Questa discussione ci porta indietro, quando si ragionava sulla differenza tra povertà e miseria. San Tommaso diceva che la povertà costringe a rinunciare al superfluo, la miseria invece costringe a rinunciare al necessario. È un’altra distinzione piuttosto superati dai tempi. La povertà oggi ha molte facce (pensate a chi non ha accesso alle tecnologie, a una buona formazione, all’assistenza sanitaria) e tutte coincidono con la perdita del necessario, e quindi con la miseria. Buona parte dell’Agenda Onu 2030 per lo Sviluppo sostenibile è dedicata più che a tematiche ambientali in senso stretto alle azioni di contrasto per azzerare la fame, sconfiggere la povertà, assicurare a tutti salute, benessere, istruzione di qualità, un lavoro dignitoso, energia pulita e accessibile, acqua potabile. L’Agenda Onu è un maxi piano contro la povertà che ormai è un sinonimo di miseria, e di orribili diseguaglianze. Nell’Italia dei 4,6 milioni di poveri circa il 75 per cento della ricchezza è concentrata nella mani del 5 per cento della popolazione. E questo fenomeno, purtroppo, negli ultimi anni è andato solo accentuandosi, allargando la forbice tra pochi ricchi e tanti, troppi poveri (e\o bisognosi).

MISURE CONTRO LA POVERTÀ

E qui arriviamo alle azione pubbliche, a ciò che la politica può fare per essere efficace contro la povertà e il bisogno. In questo caso facendo alcune differenze.  L’errore di fondo del reddito di cittadinanza, infatti, sta in questo equivoco: l’introduzione di uno strumento del genere è necessaria. Ma siamo sicuri che arrivi nelle mani giuste? Nelle regioni del Sud, specie quelle dove la disoccupazione è più alta, non facciamo altro che registrare storie  di imprenditori, anche semplici albergatori e ristoratori, che non trovano lavoratori disponibili. Preferiscono tenersi il reddito di cittadinanza e lavorare in nero. Per non parlare delle famiglie dei mafiosi e dei camorristi che hanno avuto accesso a questa forma di bonus.

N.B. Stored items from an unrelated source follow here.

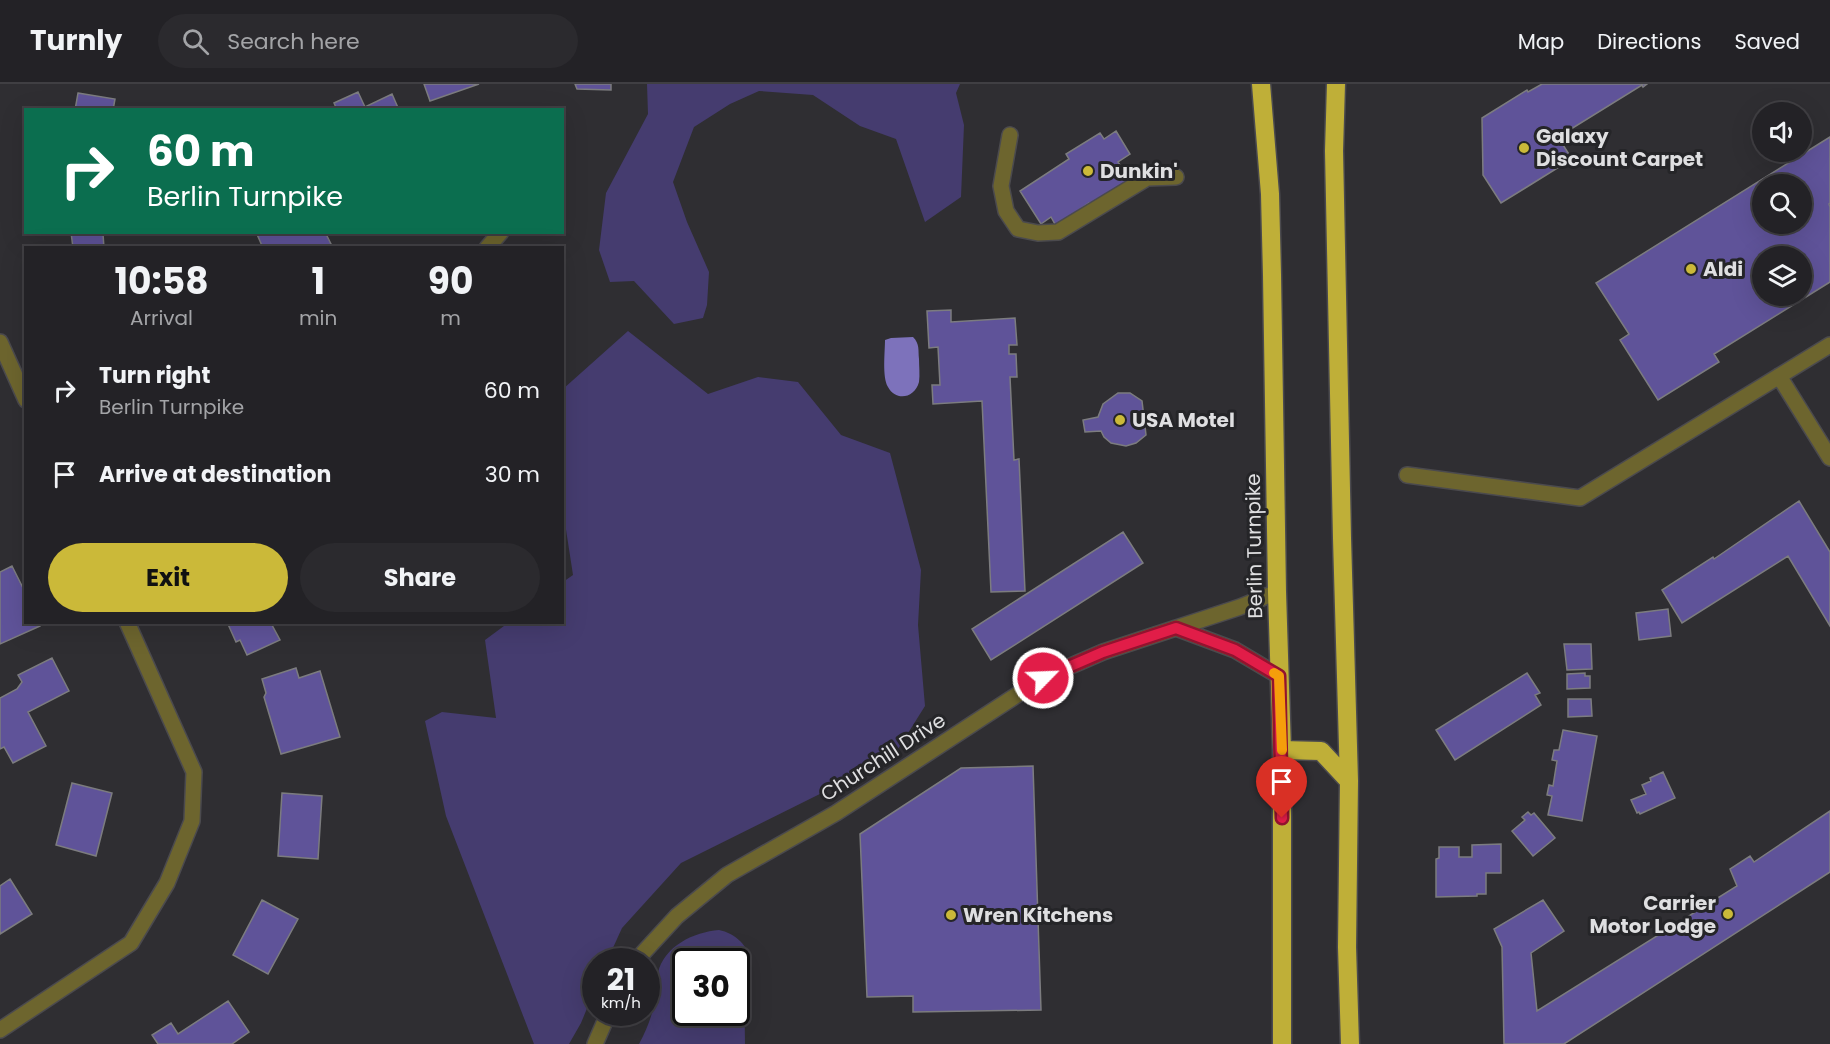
<!DOCTYPE html>
<style>
body{margin:0;font-family:Poppins,sans-serif;background:#2b2a2e;color:#f1f3f6;height:100vh;display:flex;flex-direction:column;font-size:22px;white-space:nowrap}
*{box-sizing:border-box;margin:0}
p{font-size:20px;color:#a3a4a7}
.icon{flex:none;width:33px;height:33px;fill:none;stroke:currentColor;stroke-width:2;stroke-linecap:round;stroke-linejoin:round}
.map{position:relative;flex:1;overflow:hidden}
.side{position:absolute;left:24px;top:162px;width:540px;height:378px;display:flex;flex-direction:column;background:#232226;border-radius:0px;box-shadow:0 6px 24px #0002,0 0 0 2px #403f43}
.side>*{flex:none}
.guide{position:absolute;left:24px;top:24px;width:540px;height:126px;border-radius:0px;box-shadow:0 6px 24px #0002,0 0 0 2px #403f43;background:#0b6e4f;color:#fff;overflow:hidden}
.controls{position:absolute;left:1752px;top:18px;display:grid;gap:12px}
.controls a{display:grid;place-items:center;width:60px;height:60px;border-radius:50%;background:#232226;box-shadow:0 6px 24px #0002,0 0 0 2px #403f43;font-size:30px}
.speed{position:absolute;left:582px;top:864px;display:flex;gap:12px;font-size:30px;font-weight:700;text-align:center}
.speed>*{display:grid;place-content:center;width:78px;height:78px;border-radius:50%;background:#232226;box-shadow:0 6px 24px #0002,0 0 0 2px #403f43;line-height:1}
.speed small{font-size:15px;font-weight:400}
.speed .limit{border:3px solid #111;border-radius:9px;background:#fff;color:#111}
.pin{position:absolute;display:grid;place-items:center;width:51px;height:51px;color:#fff;margin:-62px -26px;border-radius:50% 50% 50% 0;rotate:-45deg;box-shadow:0 0 6px #0007}
.pin .icon{rotate:45deg}
.me{position:absolute;width:66px;margin:-33px;rotate:66deg;stroke-linejoin:round;filter:drop-shadow(0 0 4px #0008)}
.turn{display:flex;align-items:center;gap:21px;height:126px;padding:0 24px;font-size:27px}
.turn .icon{width:78px;height:78px;stroke-width:2.5}
.turn b{display:block;font-size:42px;line-height:51px}
.eta{display:flex;justify-content:space-evenly;align-items:center;height:102px;text-align:center}
.eta b{font-size:36px;font-weight:700;line-height:42px}
.button{display:flex;gap:12px;margin-top:auto;padding:12px 24px}
.button a{flex:1;height:69px;border-radius:36px;background:#cbb939;color:#111;font-size:24px;font-weight:700;line-height:69px;text-align:center}
.button a+a{background:#2b2a2e;color:#f1f3f6}
ul{padding:0;list-style:none}
li{display:flex;align-items:center;gap:18px;height:84px;padding:0 24px}
li div{flex:1}
li b{display:block;font-size:22px}
li em{font-style:normal}
header{display:flex;align-items:center;gap:36px;box-sizing:border-box;height:84px;padding:0 30px;background:#232226;border-bottom:2px solid #403f43}
header strong{font-size:28px}
nav{display:flex;gap:33px;margin-inline-start:auto;font-size:21px}
.search{width:420px;height:54px;background:#2b2a2e;display:flex;align-items:center;gap:15px;box-sizing:border-box;padding:0 21px;border-radius:33px;color:#a3a4a7;font-size:22px}
.map>svg:first-child{display:block}
.green{fill:#453c6f;fill-rule:evenodd}
.water{fill:#7d72bb}
.building{fill:#5f5399;stroke:#7c7c7f;stroke-width:1.5;fill-rule:evenodd}
.lines{fill:none;stroke-linecap:round;stroke-linejoin:round}
.minor-casing{stroke:#4b4a4e;stroke-width:18}
.highway-casing{stroke:#4b4a4e;stroke-width:21}
.minor{stroke:#6d652e;stroke-width:15}
.highway{stroke:#bfaf38;stroke-width:18}
.route-casing{stroke:#92132f;stroke-width:15}
.route{stroke:#e11d48;stroke-width:10}
.slow{stroke:#f59e0b;stroke-width:10}
.poi-dot{fill:#cbb939;stroke:#252528;stroke-width:2}
.labels{text-anchor:middle;stroke-width:6;stroke-linejoin:round;paint-order:stroke}
.poi-label{font-size:20px;font-weight:bold;fill:#dfdfe1;stroke:#252528;text-anchor:start}
.street-label{font-size:20px;fill:#dfdfe1;stroke:#252528}
</style>
<header>
<strong>Turnly</strong>
<div class="search"><svg class="icon" aria-label="search" viewBox="0 0 24 24"><circle cx="10" cy="10" r="6"/><path d="M15 15l6 6"/></svg>Search here</div>
<nav><a>Map</a><a>Directions</a><a>Saved</a></nav>
</header>
<div class="map">
<svg width="1830" height="960" viewBox="0 0 1830 960">
<rect width="100%" height="100%" fill="#2f2e32"/>
<path class="green" d="M647,0h313l-4,9 8,32 -3,72 -36,25 -29,-83 -36,-13 -47,-31 -54,-4 -29,13 -36,23 -21,55 14,40 22,50 -2,33 -4,13 -29,6 -40,-43 -24,1 -11,-32 7,-57 42,-79z
M628,247l80,63 50,-17 40,5 43,53 49,18 31,117 -3,55 7,81 -27,43 -50,31 -167,83 -59,65 -15,33 -11,1 -1,27 -14,34 -12,21h-35l-88,-228 -21,-95 17,-9 54,6 -11,-78 23,-17 54,-1 1,-40 10,-7 -10,-65v-121z
M719,846c16,3 32,17 31,35 0,11 -4,22 -5,32 -1,16 0,32 0,47h-106c7,-13 12,-25 15,-39 2,-11 1,-22 4,-32 6,-27 36,-41 61,-43zM686,878h50v50h-50z"/>
<path class="water" d="M913,253c7,7 5,13 6,22 0,7 1,16 0,23 -4,16 -23,20 -31,5 -6,-10 -3,-35 -3,-47l6,-2z"/>
<path class="building" d="M424,0h55l-49,17z
M575,0h36v6l-34,-1z
M1542,0h105l-4,3 -1,-2 -84,52 14,22 -71,44 -18,-28 -1,-57 45,-28 1,2z
M358,8l7,15 27,-13 7,16h-62l-3,-7z
M78,9l37,6 -2,11h-38z
M1116,47l14,23 -12,8 12,18 -39,25 -2,-2 -33,23 -5,-9 -10,7 -21,-33 49,-32 -3,-5 34,-21 4,6z
M1830,53v66l-1,1 1,3v75l-116,72 5,8 -61,38 -38,-60 9,-6 -33,-51zM1762,100h40v40h-40zM1762,172h40v40h-40z
M71,148h46l-14,2 1,14h-31z
M256,148h69l8,16h-70z
M951,226v12l64,-4 2,27h-8v9h7l1,23h-7l4,83 5,-1 6,132 -34,1 -9,-191 -49,3 -1,-19h8l-2,-38 -9,1 -2,-37z
M1118,309h12l12,8 4,34 -10,8 -10,3 -15,-3 -7,-6 -3,-6 -16,1 -2,-12 15,-3 5,-13z
M1799,417l31,51v74l-42,-70 -106,67 -20,-33 51,-33 1,2z
M1123,448l20,31 -152,97 -19,-31z
M12,482l14,28v28h13l1,4 -40,18v-72z
M1668,525l3,27 -32,4 -3,-27z
M227,538h51l-6,3 8,15 -33,15 -7,-15 -4,2z
M1564,560h27l1,25 -25,1z
M52,574l17,33 -41,21 18,34 -33,17 -9,-16 -4,2v-51l17,-9 5,-7 -4,-7z
M296,584l3,10 21,-7 20,66 -59,17 -17,-57 2,-4 -4,-14z
M1527,589l13,20 -5,2 6,10 -86,55 -19,-30z
M1585,589v3h5v12l-23,1v-15z
M1568,615h23l1,17 -24,1z
M1563,646l34,6 -15,85 -34,-6 4,-19 -5,-1 2,-10 4,1 4,-25 -5,-1 2,-10h5z
M1033,682l8,244 -128,2v-16l-46,1 -7,-163 101,-66z
M1663,688l12,26 -35,16 -1,-2 -2,1 -6,-13 15,-6 -4,-9 9,-4 -1,-3z
M72,699l40,10 -16,63 -40,-11z
M282,709l40,3 -4,63 -40,-3z
M1830,727v61l-266,172h-60l-2,-97 -8,-18 49,-29 21,31 -33,22 6,58 200,-125 -7,-17 20,-13 4,6z
M1528,728l3,3 3,-2 21,25 -22,18 -21,-25 13,-11 -3,-3z
M1501,760v29h-15v21h-9v2l-41,1v-38l3,-1v-11h20v10h13v-12z
M10,795l22,35 -32,20v-48z
M262,816l36,19 -30,55 -35,-19z
M228,917l21,31 -17,12h-74l-6,-9 19,-12 7,11z"/>
<g class="lines">
<g class="minor-casing">
<path id="minor" d="M1010,51l-9,51 5,25 12,18 20,4 20,-1 89,-54 29,-1
M487,164l14,-16
M0,258l26,58
M1779,292l51,82
M1407,391l173,23 250,-153
M1176,544l59,22 44,26
M638,878l5,-9 34,-37 50,-41 109,-62 207,-135 60,-26 137,-45 37,-15
M0,946l131,-87 36,-60 25,-62 2,-49 -67,-150
M595,960l14,-32"/>
</g>
<g class="highway-casing">
<path id="highway" d="M1261,0l9,110 2,81 5,317 5,158v294
M1336,0l-2,67 8,387 7,243 -2,166 3,97
M1282,666l39,1 28,30"/>
</g>
<use href="#minor" class="minor"/>
<use href="#highway" class="highway"/>
</g>
<g class="lines">
<g class="route-casing">
<path id="route" d="M1043,594l60,-26 73,-24 59,22 44,26 3,142"/>
</g>
<use href="#route" class="route"/>
<path class="slow" d="M1274,589l5,3 3,74"/>
</g>
<g class="poi-dot">
<circle cx="1524" cy="64" r="6"/>
<circle cx="1088" cy="87" r="6"/>
<circle cx="1691" cy="185" r="6"/>
<circle cx="1120" cy="336" r="6"/>
<circle cx="1728" cy="830" r="6"/>
<circle cx="951" cy="831" r="6"/>
</g>
<g class="labels">
<g class="poi-label">
<text x="1536" y="59">Galaxy<tspan x="1536" dy="23">Discount Carpet</tspan></text>
<text x="1100" y="94">Dunkin'</text>
<text x="1703" y="192">Aldi</text>
<text x="1132" y="343">USA Motel</text>
<text x="1716" y="826" text-anchor="end">Carrier<tspan x="1716" dy="23">Motor Lodge</tspan></text>
<text x="963" y="838">Wren Kitchens</text>
</g>
<g class="street-label">
<text transform="translate(1254 462) rotate(-91)" y="7">Berlin Turnpike</text>
<text transform="translate(883 673) rotate(-33)" y="7">Churchill Drive</text>
</g>
</g>
</svg>
<div class="controls">
<a><svg class="icon" aria-label="sound" viewBox="0 0 24 24"><path d="M4 9h4l5-4v14l-5-4H4zM17 9q2 3 0 6"/></svg></a>
<a><svg class="icon" aria-label="search" viewBox="0 0 24 24"><circle cx="10" cy="10" r="6"/><path d="M15 15l6 6"/></svg></a>
<a><svg class="icon" aria-label="layers" viewBox="0 0 24 24"><path d="M12 4l9 5-9 5-9-5zM3 14l9 5 9-5"/></svg></a>
</div>
<div class="speed"><div>21<small>km/h</small></div><div class="limit">30</div></div>
<div class="pin" style="left:1282px;top:734px;background:#d93025"><svg class="icon" aria-label="arrive" viewBox="0 0 24 24"><path d="M6 21V4h12l-3 4 3 4H6"/></svg></div>
<svg class="me" style="left:1043px;top:594px" viewBox="-20 -20 40 40"><circle r="17" fill="#e11d48" stroke="#fff" stroke-width="3"/><path d="M0-11L8 9 0 5-8 9z" fill="#fff"/></svg>
<div class="guide">
<div class="turn"><svg class="icon" aria-label="right" viewBox="0 0 24 24"><path d="M7 20v-9h11M14 6l5 5-5 5"/></svg><div><b>60 m</b>Berlin Turnpike</div></div>
</div>
<section class="side">
<div class="eta">
<div><b>10:58</b><p>Arrival</p></div>
<div><b>1</b><p>min</p></div>
<div><b>90</b><p>m</p></div>
</div>
<ul>
<li><svg class="icon" aria-label="right" viewBox="0 0 24 24"><path d="M7 20v-9h11M14 6l5 5-5 5"/></svg><div><b>Turn right</b><p>Berlin Turnpike</p></div><em>60 m</em></li>
<li><svg class="icon" aria-label="arrive" viewBox="0 0 24 24"><path d="M6 21V4h12l-3 4 3 4H6"/></svg><div><b>Arrive at destination</b></div><em>30 m</em></li>
</ul>
<div class="button"><a>Exit</a><a>Share</a></div>
</section>
</div>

POVERTÀ, IL GOVERNO DOVREBBE SAPER DISTINGUERE

Il governo avrebbe fatto meglio a distinguere, in questo caso, il povero, con la sua cronicità, dal bisognoso, con la sua temporaneità. E questo avrebbe evitato tanti sprechi assurdi, consentendo di affrontare la disuguaglianza con strumenti più mirati e più opportuni, sulla base delle diverse condizioni dei destinatari. Allo stesso tempo, non possiamo restare impiccati alla definizione della povertà, ormai obsoleta, della Banca Mondiale: è povero chi deve vivere  con 1 o 2 dollari al giorno. In Italia si può campare con 10 euro al giorno senza sentirsi poveri? Ancora una volta le risposte devono essere mirate e ben finanziate, per fare in modo che aumentino i redditi, la ricchezza venga distribuita meglio e sia più condivisa. E questo nell’interessi di tutti: ricchi, poveri e bisognosi.